I'm trying to investigate the effect of salinity on digestive enzyme performance in rainbow trout. Any advice or protocol of working particularly enzyme assay (carbohydrate and protein), I appreciate!
you can do protease ,trypsin,chymotrypsin assay for protein and amylase ,Glucose 6-phosphatase, Glucose 1, 6- bisphosphate dehydrogenase , glucokinase ,hexokinase,pyruvate kinase assay for carbohydrate .You also the lipase activity of your tissue samples .however if you are not able to do this many enzyme do at least protease,trypsin,chymotrypsin ,amylase and lipase .this will give you a fare idea of your research and so many findings as well.for the protocol you can follow the book Methods in Enzymology. hope this will work for you.
The Worthington assay is based on the stop-point assay of hemoglobin degradation developed by Anson (1938).
Method: The rate of hydrolysis of denatured hemoglobin is measured. One unit releases 0.001 A280 as TCA soluble hydrolysis products per minute at 37°C under the specified conditions.
Reagents
1.0 N HCl
0.3 N HCl
0.01 N HCl
2.5% w/v Hemoglobin: Prepare by dissolving 2.5 grams Worthington bovine erythrocyte hemoglobin powder (Code: HB) in 100 ml reagent grade water. Blend in a Waring blender at maximum speed for 3-5 minutes. Filter through gauze. Dilute 80 ml of filtrate with 20 ml of 0.3 N HCl.
5% w/v Trichoracetic acid (TCA)
Enzyme
Pepsin activity: Dissolve pepsin at a concentration of 0.5 mg/ml in 0.01 N HCl. Keep chilled. Immediately prior to assay, dilute further in 0.01 N HCl to 10-20 micrograms per ml. Three dilutions are recommended.

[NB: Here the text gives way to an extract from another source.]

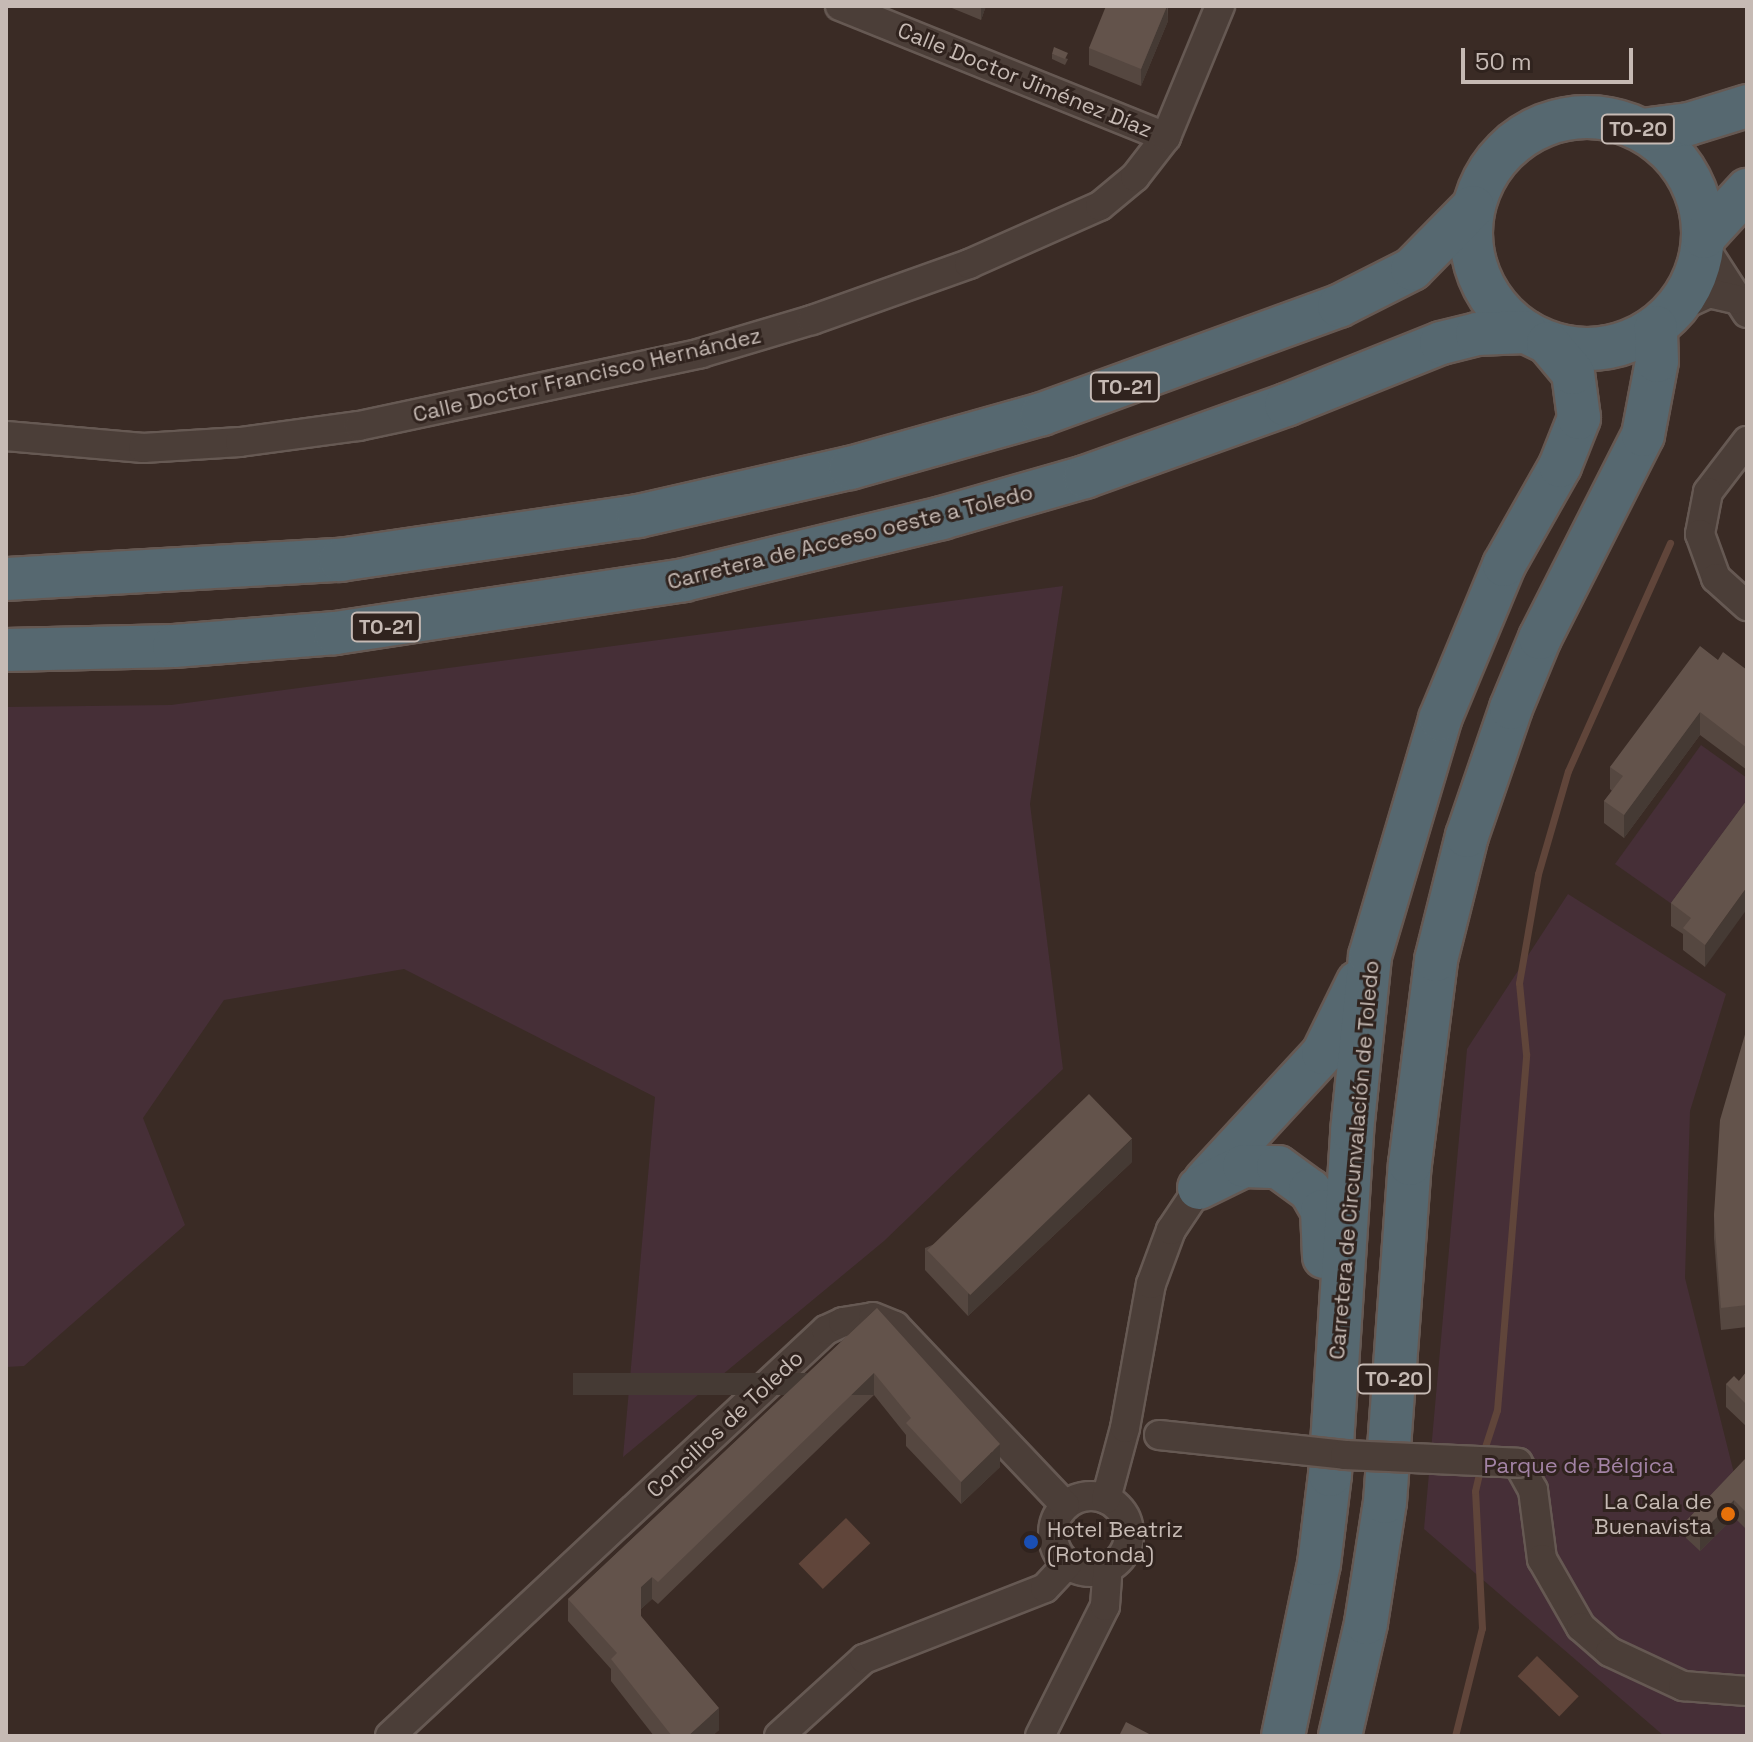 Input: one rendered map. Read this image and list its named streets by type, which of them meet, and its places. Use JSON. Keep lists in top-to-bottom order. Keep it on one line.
{"streets":{"highway":["TO-20","TO-21","Carretera de Acceso oeste a Toledo","Carretera de Circunvalación de Toledo"],"street":["Calle Doctor Jiménez Díaz","Calle Doctor Francisco Hernández","Concilios de Toledo"]},"crossings":[["Calle Doctor Jiménez Díaz","Calle Doctor Francisco Hernández"],["TO-21","Carretera de Acceso oeste a Toledo"],["TO-21","Carretera de Circunvalación de Toledo"],["Carretera de Acceso oeste a Toledo","Carretera de Circunvalación de Toledo"]],"parks":["Parque de Bélgica"],"places":["La Cala de Buenavista","Hotel Beatriz (Rotonda)"],"scale_bar":"50 m"}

Pepsinogen: Dissolve 25 mg pepsinogen in approximately 40 ml reagent grade water. Adjust the pH to 8.0 with 0.01 N NaOH and allow 10 minutes to inactivate any contaminating pepsin activity. Lower the pH to 2.0 with HCl and dilute to a final volume of 50 ml with reagent grade water. For assay dilute further to 10-20 micrograms per ml with 0.01 N HCl.
Procedure
Into each of six numbered test tubes pipette 2.5 ml hemoglobin substrate. Place in a 37°C water bath to equilibrate. Tubes 1-3 are blanks. Into each, pipette 5 ml of TCA followed by 0.5 ml of respective enzyme dilution. Remove from bath after 5 minutes and filter. Read A280 of clear filtrate.

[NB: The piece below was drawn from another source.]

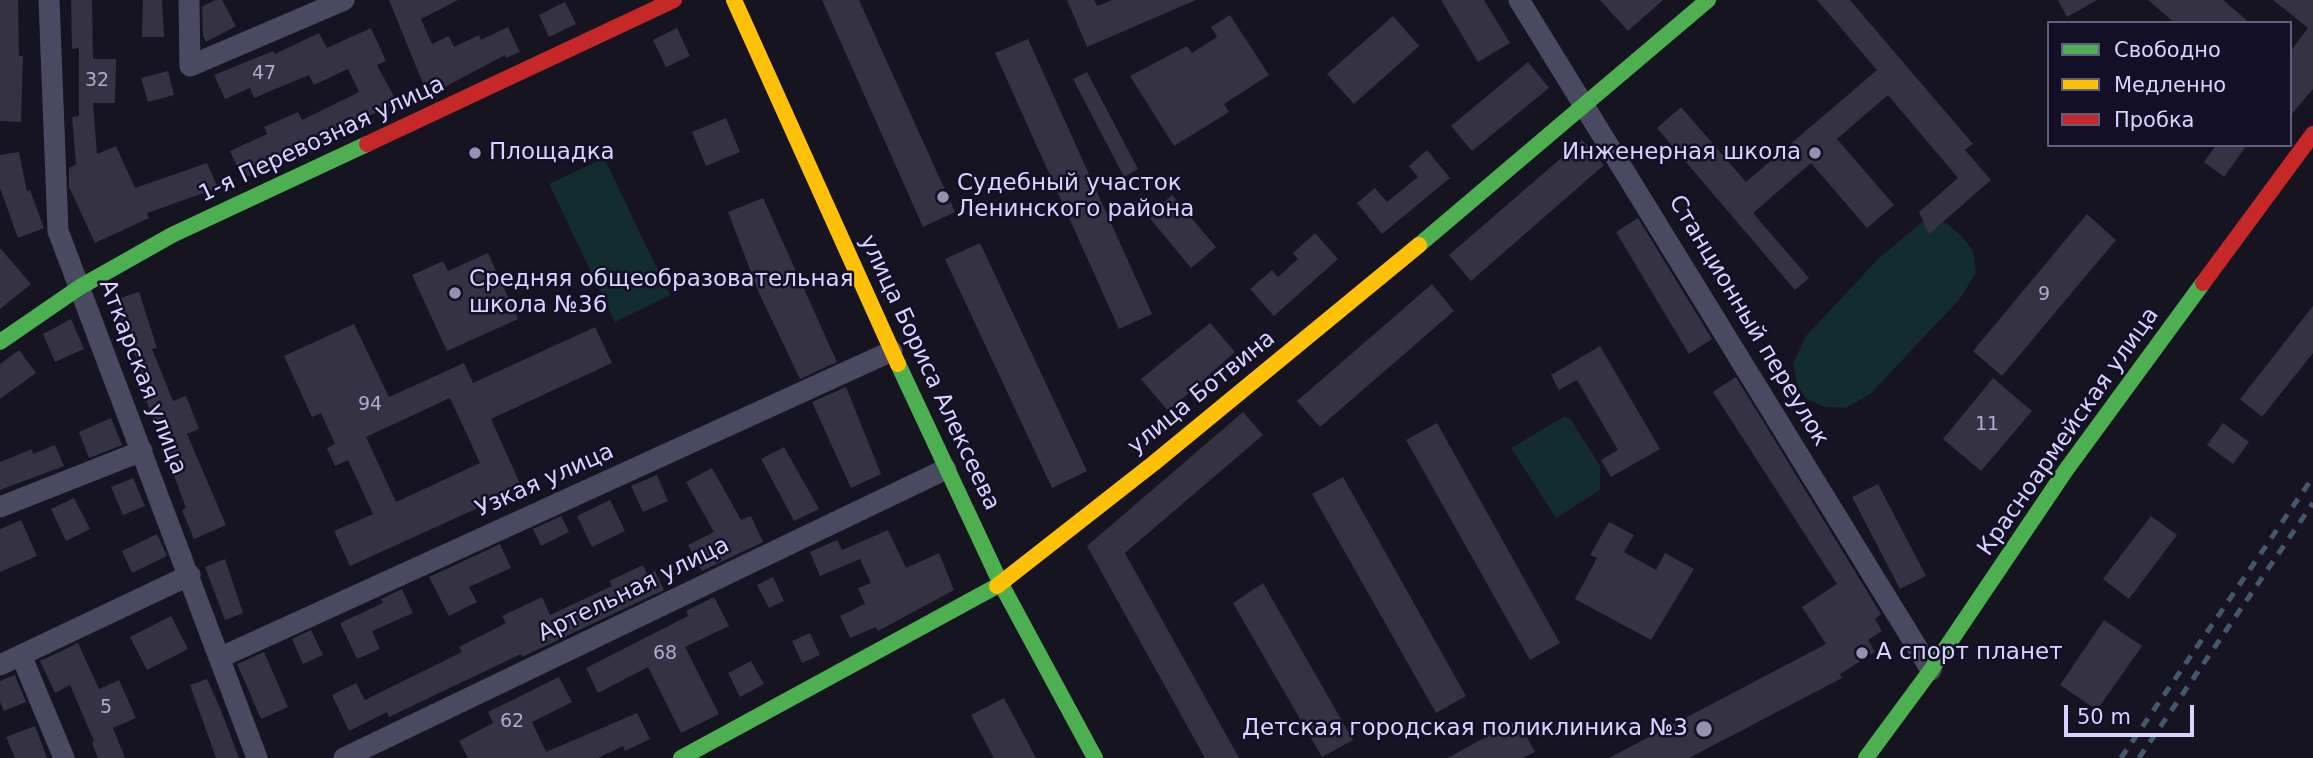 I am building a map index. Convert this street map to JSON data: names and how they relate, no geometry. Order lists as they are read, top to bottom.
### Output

Tubes 4-6 are for test. At timed intervals, add 0.5 ml of respective enzyme dilution to each and incubate at 37°C for exactly 10 minutes, stop the reaction by adding 5 ml of 5% TCA at timed intervals. Remove from bath after 5 minutes and filter. The filtrates should be clear. Record filtrate absorbance at 280 nm and subtract A280 of appropriate blank.
Calculation
The above unit can be expressed as micromoles of tyrosine equivalents released per minute by multiplying by 16/1250 where 16 represents the final filtrate volume and 1250 is the extinction coefficient of tyrosine.

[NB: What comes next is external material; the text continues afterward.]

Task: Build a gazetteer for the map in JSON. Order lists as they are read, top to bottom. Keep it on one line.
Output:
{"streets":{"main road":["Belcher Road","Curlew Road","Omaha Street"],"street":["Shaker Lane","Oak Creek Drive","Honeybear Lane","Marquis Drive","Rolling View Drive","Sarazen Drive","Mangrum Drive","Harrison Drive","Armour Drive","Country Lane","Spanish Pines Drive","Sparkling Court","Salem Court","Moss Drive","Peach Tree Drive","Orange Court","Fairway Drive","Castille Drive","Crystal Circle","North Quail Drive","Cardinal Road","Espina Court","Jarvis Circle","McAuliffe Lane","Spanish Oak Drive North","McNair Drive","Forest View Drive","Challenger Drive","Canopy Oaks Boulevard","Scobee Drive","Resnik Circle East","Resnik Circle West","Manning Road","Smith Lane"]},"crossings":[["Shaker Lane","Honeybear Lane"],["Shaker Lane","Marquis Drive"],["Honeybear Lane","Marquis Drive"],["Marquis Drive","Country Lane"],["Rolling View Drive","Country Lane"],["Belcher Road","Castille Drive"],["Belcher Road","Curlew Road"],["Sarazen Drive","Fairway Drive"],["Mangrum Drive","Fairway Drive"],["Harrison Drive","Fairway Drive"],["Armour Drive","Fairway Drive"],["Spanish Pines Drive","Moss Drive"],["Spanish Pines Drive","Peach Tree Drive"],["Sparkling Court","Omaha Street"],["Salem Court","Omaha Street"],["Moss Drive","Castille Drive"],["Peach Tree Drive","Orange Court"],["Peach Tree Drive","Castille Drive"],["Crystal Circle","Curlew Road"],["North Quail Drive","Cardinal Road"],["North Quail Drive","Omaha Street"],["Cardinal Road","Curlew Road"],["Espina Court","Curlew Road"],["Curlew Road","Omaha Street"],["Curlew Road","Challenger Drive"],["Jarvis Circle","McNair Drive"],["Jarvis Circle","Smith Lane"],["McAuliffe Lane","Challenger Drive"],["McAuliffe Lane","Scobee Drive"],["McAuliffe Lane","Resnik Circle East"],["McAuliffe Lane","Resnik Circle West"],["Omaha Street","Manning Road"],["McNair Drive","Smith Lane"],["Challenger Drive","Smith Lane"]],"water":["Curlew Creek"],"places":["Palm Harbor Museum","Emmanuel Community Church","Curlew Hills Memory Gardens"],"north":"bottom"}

You may want to use PUBMED and AGRICOLA. As Amit stated, you would find assays for different digestive enzymes in the series, "Methods in Enzymology", a long-standing, authoritative series. http://www.ncbi.nlm.nih.gov/pubmed
THE CONCENTRATIONS OF PROTEASES, AMYLASE, AND LIPASE IN CERTAIN MARINE FISHES. http://citeseerx.ist.psu.edu/viewdoc/download?doi=10.1.1.314.6521&rep=rep1&type=pdf
http://www.ncbi.nlm.nih.gov/pmc/articles/PMC2762538/ Digestive enzyme activities and gastrointestinal fermentation in wood-eating catfishes
http://www.ncbi.nlm.nih.gov/pubmed/25049521 Effects of Replacement of Fish Meal by Soy Protein Isolate on the Growth, Digestive Enzyme Activity and Serum Biochemical Parameters for Juvenile Amur Sturgeon (Acipenser schrenckii).